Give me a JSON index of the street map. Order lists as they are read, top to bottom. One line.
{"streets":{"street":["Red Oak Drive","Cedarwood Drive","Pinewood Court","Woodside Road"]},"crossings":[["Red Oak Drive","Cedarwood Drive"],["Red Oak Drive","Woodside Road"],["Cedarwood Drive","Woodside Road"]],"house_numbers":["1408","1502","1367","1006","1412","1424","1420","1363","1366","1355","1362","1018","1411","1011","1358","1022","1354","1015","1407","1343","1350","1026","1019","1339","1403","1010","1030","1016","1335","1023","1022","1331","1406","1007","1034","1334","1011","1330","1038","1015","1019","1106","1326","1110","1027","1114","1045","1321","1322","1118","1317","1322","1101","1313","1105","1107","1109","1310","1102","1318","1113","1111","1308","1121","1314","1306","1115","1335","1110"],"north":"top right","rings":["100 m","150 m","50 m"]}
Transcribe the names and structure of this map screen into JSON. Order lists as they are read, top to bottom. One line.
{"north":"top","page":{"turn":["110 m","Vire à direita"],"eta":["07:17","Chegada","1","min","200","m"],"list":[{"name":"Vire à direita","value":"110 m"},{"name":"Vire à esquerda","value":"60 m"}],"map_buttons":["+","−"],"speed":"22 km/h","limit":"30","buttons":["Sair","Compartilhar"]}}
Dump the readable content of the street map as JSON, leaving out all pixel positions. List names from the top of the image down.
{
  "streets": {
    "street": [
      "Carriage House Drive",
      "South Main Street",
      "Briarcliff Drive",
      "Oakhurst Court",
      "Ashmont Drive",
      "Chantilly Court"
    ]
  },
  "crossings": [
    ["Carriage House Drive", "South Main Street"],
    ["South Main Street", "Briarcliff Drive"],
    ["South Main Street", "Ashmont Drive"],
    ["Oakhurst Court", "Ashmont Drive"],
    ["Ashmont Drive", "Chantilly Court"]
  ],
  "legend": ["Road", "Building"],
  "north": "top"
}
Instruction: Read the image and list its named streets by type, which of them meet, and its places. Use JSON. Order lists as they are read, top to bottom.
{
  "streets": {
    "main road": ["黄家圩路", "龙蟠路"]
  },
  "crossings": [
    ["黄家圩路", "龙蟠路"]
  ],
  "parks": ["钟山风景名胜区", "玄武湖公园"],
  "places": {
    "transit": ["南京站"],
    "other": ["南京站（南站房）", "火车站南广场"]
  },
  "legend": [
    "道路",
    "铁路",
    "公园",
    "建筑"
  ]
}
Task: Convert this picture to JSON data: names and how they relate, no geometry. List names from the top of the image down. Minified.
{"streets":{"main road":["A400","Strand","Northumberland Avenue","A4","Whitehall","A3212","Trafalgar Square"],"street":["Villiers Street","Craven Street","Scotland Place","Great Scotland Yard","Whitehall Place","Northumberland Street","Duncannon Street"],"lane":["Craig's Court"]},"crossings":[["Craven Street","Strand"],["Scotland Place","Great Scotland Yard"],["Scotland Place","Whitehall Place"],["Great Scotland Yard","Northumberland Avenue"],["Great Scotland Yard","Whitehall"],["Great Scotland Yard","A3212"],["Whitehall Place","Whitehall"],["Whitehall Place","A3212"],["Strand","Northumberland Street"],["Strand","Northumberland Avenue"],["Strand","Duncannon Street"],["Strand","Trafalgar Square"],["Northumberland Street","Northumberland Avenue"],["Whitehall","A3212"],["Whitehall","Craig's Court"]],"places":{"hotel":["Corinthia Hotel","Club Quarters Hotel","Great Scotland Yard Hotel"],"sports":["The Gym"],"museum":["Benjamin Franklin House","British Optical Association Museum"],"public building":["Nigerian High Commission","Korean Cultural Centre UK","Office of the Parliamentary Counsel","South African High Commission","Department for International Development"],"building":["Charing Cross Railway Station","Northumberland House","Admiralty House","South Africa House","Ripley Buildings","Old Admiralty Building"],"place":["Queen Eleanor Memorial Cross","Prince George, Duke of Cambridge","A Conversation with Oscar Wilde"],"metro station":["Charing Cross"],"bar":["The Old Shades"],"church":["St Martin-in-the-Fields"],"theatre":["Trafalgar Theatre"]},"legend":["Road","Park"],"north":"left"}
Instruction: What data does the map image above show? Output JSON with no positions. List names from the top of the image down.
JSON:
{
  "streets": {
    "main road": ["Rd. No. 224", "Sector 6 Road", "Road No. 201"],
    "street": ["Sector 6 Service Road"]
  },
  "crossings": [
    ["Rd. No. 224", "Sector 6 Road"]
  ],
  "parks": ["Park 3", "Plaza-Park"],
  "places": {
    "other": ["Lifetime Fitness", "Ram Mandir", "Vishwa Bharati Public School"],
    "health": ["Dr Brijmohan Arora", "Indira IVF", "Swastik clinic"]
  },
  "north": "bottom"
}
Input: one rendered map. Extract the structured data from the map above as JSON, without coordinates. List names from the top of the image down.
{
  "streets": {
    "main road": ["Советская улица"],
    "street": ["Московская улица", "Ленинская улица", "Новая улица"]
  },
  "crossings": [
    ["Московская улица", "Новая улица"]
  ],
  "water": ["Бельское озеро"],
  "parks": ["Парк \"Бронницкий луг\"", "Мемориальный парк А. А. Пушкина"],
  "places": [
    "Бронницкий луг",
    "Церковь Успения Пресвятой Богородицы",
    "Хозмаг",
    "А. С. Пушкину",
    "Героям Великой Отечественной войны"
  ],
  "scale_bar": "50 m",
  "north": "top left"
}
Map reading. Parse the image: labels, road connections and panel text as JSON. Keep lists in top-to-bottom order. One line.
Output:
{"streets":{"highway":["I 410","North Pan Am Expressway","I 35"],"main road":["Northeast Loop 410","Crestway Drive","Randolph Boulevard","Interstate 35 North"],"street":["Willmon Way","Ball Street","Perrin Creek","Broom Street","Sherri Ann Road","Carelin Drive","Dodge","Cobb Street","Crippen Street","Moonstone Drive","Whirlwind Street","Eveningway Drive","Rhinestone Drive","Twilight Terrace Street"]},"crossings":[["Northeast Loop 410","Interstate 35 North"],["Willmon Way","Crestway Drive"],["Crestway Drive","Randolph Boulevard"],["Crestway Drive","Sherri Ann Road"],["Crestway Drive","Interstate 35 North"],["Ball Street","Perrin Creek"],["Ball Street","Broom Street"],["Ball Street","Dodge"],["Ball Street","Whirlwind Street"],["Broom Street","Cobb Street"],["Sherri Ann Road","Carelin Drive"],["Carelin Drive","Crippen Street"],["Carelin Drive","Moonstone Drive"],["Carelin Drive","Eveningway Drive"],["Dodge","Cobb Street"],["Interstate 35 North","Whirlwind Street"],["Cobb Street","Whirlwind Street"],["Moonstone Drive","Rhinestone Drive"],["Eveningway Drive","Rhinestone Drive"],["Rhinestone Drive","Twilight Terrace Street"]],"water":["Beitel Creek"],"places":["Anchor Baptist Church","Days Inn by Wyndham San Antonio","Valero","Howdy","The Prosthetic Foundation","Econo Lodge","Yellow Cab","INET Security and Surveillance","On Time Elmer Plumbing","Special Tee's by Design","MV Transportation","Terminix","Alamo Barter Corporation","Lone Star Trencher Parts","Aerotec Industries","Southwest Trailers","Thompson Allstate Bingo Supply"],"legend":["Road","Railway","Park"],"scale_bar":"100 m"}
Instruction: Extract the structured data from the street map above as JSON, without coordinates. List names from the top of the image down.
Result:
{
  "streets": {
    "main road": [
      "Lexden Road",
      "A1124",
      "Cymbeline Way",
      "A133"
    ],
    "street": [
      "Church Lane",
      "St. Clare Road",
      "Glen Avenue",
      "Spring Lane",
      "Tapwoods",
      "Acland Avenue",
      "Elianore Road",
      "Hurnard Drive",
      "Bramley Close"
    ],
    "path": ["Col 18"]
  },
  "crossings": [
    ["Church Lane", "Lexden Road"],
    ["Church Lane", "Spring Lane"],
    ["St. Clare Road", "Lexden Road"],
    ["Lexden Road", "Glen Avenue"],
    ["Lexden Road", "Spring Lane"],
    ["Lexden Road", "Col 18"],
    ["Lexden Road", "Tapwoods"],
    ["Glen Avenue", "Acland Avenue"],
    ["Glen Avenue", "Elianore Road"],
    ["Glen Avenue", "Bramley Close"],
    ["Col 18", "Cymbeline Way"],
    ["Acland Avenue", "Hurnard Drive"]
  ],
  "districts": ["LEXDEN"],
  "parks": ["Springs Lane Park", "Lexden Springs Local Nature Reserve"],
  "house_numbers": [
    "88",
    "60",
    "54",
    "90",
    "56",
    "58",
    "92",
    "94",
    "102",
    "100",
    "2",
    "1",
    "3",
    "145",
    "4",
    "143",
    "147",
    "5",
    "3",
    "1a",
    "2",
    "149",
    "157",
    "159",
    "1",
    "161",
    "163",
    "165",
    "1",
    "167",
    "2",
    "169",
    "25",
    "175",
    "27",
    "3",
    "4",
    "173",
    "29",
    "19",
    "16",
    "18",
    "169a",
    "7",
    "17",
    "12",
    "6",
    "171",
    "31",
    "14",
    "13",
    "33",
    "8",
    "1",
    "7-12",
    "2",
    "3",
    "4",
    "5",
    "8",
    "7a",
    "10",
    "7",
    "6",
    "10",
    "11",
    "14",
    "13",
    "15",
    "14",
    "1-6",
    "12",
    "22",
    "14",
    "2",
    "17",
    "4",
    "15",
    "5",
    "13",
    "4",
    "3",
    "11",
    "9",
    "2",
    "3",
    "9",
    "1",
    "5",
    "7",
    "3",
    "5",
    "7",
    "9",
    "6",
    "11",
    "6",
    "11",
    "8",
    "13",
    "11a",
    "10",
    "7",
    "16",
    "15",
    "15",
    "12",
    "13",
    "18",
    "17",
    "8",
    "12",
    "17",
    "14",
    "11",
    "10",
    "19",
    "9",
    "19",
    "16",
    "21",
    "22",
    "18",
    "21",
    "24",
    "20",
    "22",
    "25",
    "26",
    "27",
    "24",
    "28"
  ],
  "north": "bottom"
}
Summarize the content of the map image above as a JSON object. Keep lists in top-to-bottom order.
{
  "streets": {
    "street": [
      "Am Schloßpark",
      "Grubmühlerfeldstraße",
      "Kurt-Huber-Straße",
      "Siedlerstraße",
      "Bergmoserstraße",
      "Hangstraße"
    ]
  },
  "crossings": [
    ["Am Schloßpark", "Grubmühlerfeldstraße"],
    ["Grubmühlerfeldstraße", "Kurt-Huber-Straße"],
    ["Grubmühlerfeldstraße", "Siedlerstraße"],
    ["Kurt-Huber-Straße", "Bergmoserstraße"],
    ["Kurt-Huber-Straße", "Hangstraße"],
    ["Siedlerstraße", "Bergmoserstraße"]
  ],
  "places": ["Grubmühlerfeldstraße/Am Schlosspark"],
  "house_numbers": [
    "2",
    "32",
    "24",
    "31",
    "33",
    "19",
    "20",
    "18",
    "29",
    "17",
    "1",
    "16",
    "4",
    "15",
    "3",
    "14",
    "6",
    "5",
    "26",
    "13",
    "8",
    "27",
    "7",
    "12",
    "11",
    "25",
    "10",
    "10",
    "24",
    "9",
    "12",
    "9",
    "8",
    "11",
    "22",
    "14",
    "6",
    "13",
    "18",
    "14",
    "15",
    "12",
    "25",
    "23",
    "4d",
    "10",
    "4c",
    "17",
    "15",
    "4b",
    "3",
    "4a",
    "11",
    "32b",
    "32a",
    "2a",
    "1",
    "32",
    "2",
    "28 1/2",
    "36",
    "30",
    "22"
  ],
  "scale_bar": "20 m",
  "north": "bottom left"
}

===

INSTRUCTIONS TO FOLLOW:
Your task is to show every line of the listing above containing "Extract".

OUTPUT OF THE TASK:
Input: one rendered map. Extract the structured data from the map above as JSON, without coordinates. List names from the top of the image down.
Instruction: Extract the structured data from the street map above as JSON, without coordinates. List names from the top of the image down.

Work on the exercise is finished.